Dataset content →
* * * * *

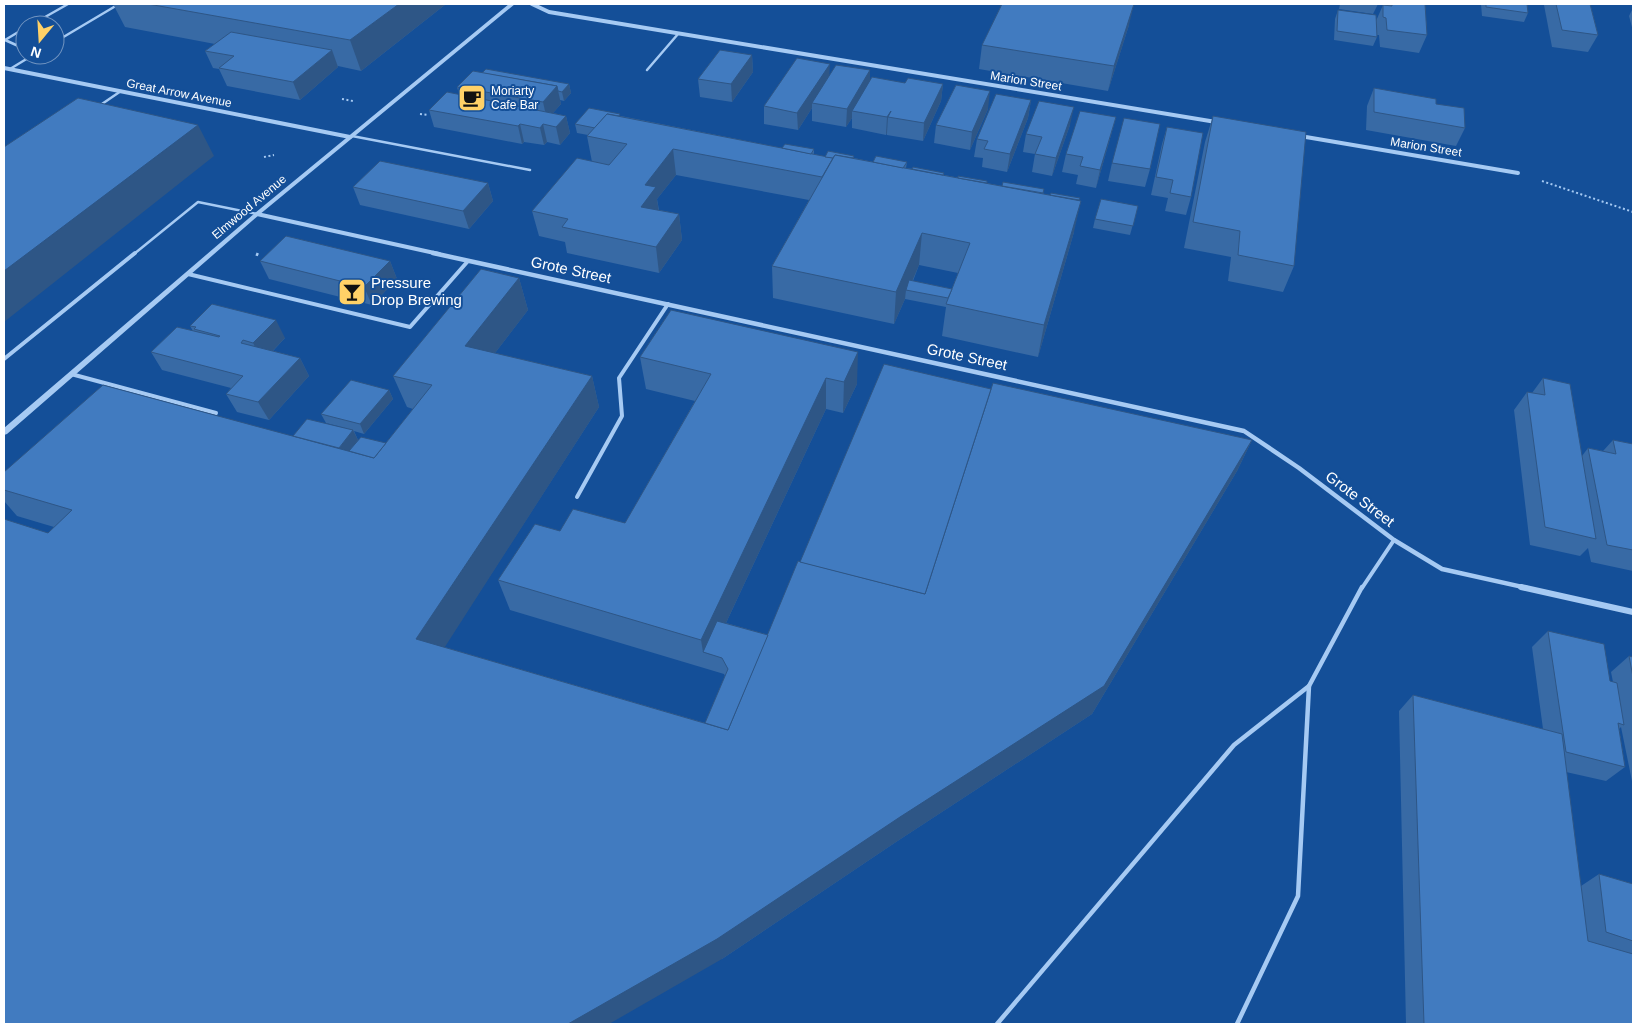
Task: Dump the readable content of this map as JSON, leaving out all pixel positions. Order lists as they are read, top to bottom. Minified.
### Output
{"streets":{"street":["Marion Street","Great Arrow Avenue","Elmwood Avenue","Grote Street"]},"crossings":[["Great Arrow Avenue","Elmwood Avenue"],["Elmwood Avenue","Grote Street"]],"places":{"cafe":["Moriarty Cafe Bar"],"bar":["Pressure Drop Brewing"]},"north":"bottom"}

* * * * *

Task statement →
Write out the data above exactly as it appears, but without any image.

Solution to the exercise →
Task: Dump the readable content of this map as JSON, leaving out all pixel positions. Order lists as they are read, top to bottom. Minified.
### Output
{"streets":{"street":["Marion Street","Great Arrow Avenue","Elmwood Avenue","Grote Street"]},"crossings":[["Great Arrow Avenue","Elmwood Avenue"],["Elmwood Avenue","Grote Street"]],"places":{"cafe":["Moriarty Cafe Bar"],"bar":["Pressure Drop Brewing"]},"north":"bottom"}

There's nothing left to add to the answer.